We may try to fill our vessel with our job, our career, our family, money, etc but nothing can satisfy us nor fulfill the void within us.
God’s purpose in creating us was to make us His vessel, His earthenware container, so that we may contain and be filled with Christ as life for the building up of the Body of Christ as God’s great corporate vessel for His expression (Gen. 2:7; Acts 9:15; Rom. 9:21, 23; 2 Cor. 4:7).
Individually, we are a vessel to contain God, and each one of us needs to choose to open to Him and be filled with Him.
Corporately, as we individually contain God and are filled with His life, we are built up together to be one great corporate vessel, the fullness of the One who fills all and in all.
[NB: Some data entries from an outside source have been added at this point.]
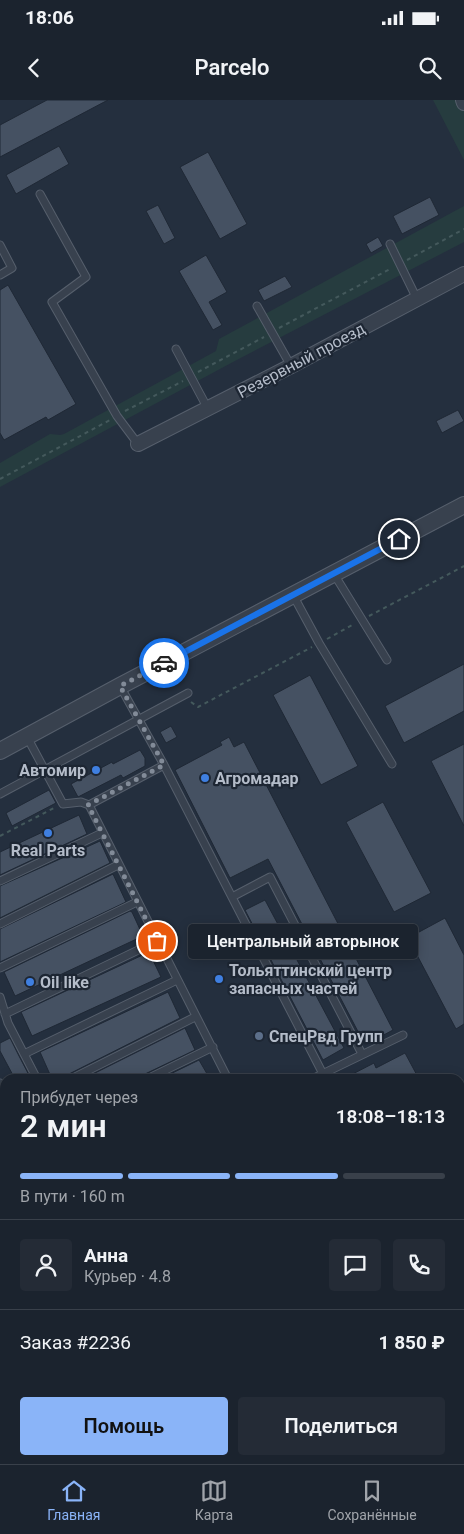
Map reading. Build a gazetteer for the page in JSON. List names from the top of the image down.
{
  "streets": {
    "street": ["Резервный проезд"]
  },
  "places": [
    "Автомир",
    "Агромадар",
    "Real Parts",
    "Центральный авторынок",
    "Тольяттинский центр запасных частей",
    "Oil like",
    "СпецРвд Групп"
  ],
  "page": {
    "status": "18:06",
    "header": "Parcelo",
    "bubble": "Центральный авторынок",
    "heading": ["2 мин", "Прибудет через", "18:08–18:13"],
    "panel": [
      "Анна",
      "Курьер · 4.8",
      "Заказ #2236",
      "1 850 ₽"
    ],
    "bar": "В пути · 160 m",
    "buttons": ["Помощь", "Поделиться"],
    "tabs": ["Главная", "Карта", "Сохранённые"]
  }
}
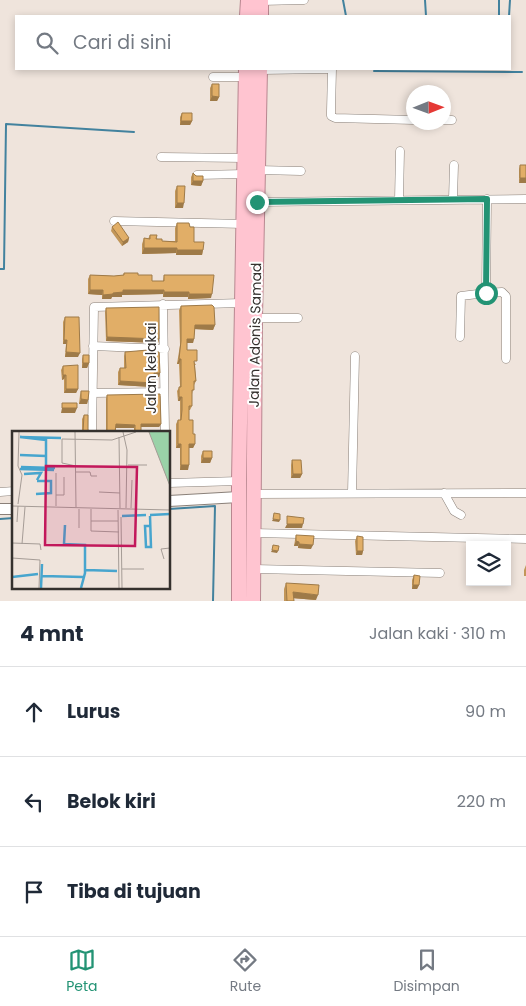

The basic teaching of the whole Bible is that God is the content and we are the containers made to receive the content; we must contain God and be filled with God so that we can be vessels unto honor, sanctified, useful to the master, prepared for every good work (2 Tim. 2:20-21).
We are made in God’s image and we have His likeness; our human virtues were made to contain the divine attributes, and unless the divine attributes fill our virtues, we are still empty.
Our emotion is created to be the container for God’s emotion, our will is a container to choose and be filled with God’s will, and our mind and intellect are made to correspond to God’s mind and intellect.
Furthermore, we have a spirit, which is both an organ and a container for God the Spirit.
Even our body is a kind of a container, for we have to put food and water into it, and we need to breathe all the time.
We are a tripartite God-shaped container; every day we need to take time to empty ourselves out of anything else and ask the Lord to come in and be our unique content in every part of our tripartite being.
Thank You God for sovereignly creating us to be Your vessels, Your containers, to contain God and be filled with God as life according to Your predestination. Thank You for making us Your earthenware container to contain and be filled with Christ as life for the building up of the Body of Christ as God’s great corporate vessel for His expression. We open our vessel to You, Lord, and we want to be filled with You. We empty out anything that is not You and we seek to be filled with God as life! We give ourselves to You to contain God and be filled with God so that we can be vessels unto honor, sanctified, useful to the master, prepared for every good work! Amen, Hallelujah, we are God-shaped containers made to receive and be filled with God!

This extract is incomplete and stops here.